Hopefully this also sheds light on an oddity I glossed over earlier. The total points awarded for mutual Quiet are greater than Rat/Quiet because that’s a closer match to reality. I share half my genes with my parents, siblings, and children, so helping them indirectly helps my genes spread as well. I get less benefit by helping others in my species, but keeping the gene pool diverse is still a net plus.[119] Therefore, both players get a minor bonus when they co-operate. There can even be some cross-species benefit; dogs provide us companionship, hunting skills, and early warning to a mutual predator, and we’re happy to return the favour.

Both players also get a minor bonus when they harm one another. While I’m worse for the encounter, at least the other player isn’t any better off and is less likely to threaten me in future.

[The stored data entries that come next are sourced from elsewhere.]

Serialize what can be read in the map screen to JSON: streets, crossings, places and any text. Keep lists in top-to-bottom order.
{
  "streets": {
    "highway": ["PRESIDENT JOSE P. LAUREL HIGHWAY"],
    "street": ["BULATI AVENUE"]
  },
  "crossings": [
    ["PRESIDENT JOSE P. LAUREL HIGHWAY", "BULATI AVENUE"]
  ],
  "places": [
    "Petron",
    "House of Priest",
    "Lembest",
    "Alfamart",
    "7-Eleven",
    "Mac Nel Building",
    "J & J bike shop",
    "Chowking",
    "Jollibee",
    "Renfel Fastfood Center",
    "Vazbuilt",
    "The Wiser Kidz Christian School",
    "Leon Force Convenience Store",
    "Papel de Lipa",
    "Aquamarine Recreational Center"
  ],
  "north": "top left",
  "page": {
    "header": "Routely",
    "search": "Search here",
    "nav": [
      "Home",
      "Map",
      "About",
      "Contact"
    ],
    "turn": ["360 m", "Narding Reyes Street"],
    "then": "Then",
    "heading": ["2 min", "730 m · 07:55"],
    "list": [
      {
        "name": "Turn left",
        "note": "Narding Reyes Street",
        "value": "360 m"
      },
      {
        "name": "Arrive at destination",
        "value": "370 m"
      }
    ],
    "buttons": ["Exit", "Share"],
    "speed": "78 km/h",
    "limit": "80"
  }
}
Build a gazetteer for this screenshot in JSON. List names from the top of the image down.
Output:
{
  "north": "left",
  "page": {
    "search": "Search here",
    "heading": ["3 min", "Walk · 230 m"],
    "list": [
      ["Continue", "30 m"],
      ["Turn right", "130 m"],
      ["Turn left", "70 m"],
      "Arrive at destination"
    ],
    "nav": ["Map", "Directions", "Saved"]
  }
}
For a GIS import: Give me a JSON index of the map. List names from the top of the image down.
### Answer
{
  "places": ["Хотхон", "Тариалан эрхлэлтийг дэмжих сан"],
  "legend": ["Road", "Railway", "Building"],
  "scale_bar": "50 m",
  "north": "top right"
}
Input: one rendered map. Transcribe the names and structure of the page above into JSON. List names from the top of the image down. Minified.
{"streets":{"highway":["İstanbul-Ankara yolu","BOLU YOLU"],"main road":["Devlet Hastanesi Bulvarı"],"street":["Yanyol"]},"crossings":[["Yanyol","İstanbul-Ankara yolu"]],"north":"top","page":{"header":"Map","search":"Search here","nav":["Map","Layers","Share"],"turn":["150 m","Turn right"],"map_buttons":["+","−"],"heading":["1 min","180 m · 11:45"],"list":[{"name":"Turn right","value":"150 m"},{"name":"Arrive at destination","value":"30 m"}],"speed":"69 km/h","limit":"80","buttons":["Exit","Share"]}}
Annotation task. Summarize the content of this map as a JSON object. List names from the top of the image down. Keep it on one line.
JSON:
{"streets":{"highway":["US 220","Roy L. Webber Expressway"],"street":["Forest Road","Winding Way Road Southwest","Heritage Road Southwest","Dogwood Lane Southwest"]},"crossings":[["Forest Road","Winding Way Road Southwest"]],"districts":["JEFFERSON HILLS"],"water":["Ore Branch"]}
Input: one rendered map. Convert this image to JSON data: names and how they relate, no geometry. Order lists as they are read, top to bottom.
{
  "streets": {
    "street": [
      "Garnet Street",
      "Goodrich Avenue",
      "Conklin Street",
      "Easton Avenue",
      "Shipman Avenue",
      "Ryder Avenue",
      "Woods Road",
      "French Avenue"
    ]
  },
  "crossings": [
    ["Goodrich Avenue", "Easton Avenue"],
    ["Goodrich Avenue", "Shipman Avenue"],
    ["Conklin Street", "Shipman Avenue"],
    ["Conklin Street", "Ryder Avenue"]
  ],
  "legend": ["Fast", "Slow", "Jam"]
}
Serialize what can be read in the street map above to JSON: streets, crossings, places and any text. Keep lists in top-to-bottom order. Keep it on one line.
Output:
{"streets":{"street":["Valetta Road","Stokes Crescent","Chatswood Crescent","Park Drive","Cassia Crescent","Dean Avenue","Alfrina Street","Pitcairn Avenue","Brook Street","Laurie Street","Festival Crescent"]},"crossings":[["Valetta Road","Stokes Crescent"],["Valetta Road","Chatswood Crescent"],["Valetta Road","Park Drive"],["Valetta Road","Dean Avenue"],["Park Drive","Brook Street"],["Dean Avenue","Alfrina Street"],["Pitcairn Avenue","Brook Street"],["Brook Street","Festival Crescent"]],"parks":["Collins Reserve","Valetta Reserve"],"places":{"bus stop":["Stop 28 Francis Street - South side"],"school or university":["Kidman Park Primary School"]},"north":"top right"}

Game Theory and evolution can explain a lot of moral behaviour. Why are we kind to strangers? Because altruism can pay off later. Why do we rarely lie and steal? Because we may get punished for it, by the victim or a third party, and if too many people do it everyone suffers. Why do people do it anyway? Because we can get away with it in small doses. Why are we fairly consistent in our moral choices? Because the best strategies are simple enough to be bred into our very bones. No higher power is needed for this, so no higher power should be assumed.

A common critique against this approach is that it fails to provide an absolute morality. It’s true, this morality only applies to anything that evolves. But do we need a moral system which accommodates for the experiences of rocks or solar systems?

If this approach seems greedy or short-sighted, sit tight. I need to cover a gaping hole before I move on.


[115]  “The Ethical Dog,” Scientific American Mind, March 2010

[116] This is a classic problem in Game Theory, developed by Merrill Flood and Melvin Dresher back in the 1950’s.

[117]  Note that if both of you co-operate, the total reward is greater than the total reward when there’s one winner and one loser, and if both of you Rat you yourself do better than if you alone lost. As you’ll see later, this tends to be the most interesting award system, and thus most studied.

[118]  Can you guess where the worst performers of that round came from?

[119]  This is why homosexual behaviour has been found in every species we’ve studied. Why they are very unlikely to have children, non-breeders make excellent uncles and aunts and thus benefit even the greediest gene. [Future HJH: It’s ONE reason, not THE reason. Biology is complex, so it should be no surprise if multiple reasons exist, some of which are not due to adaptation.]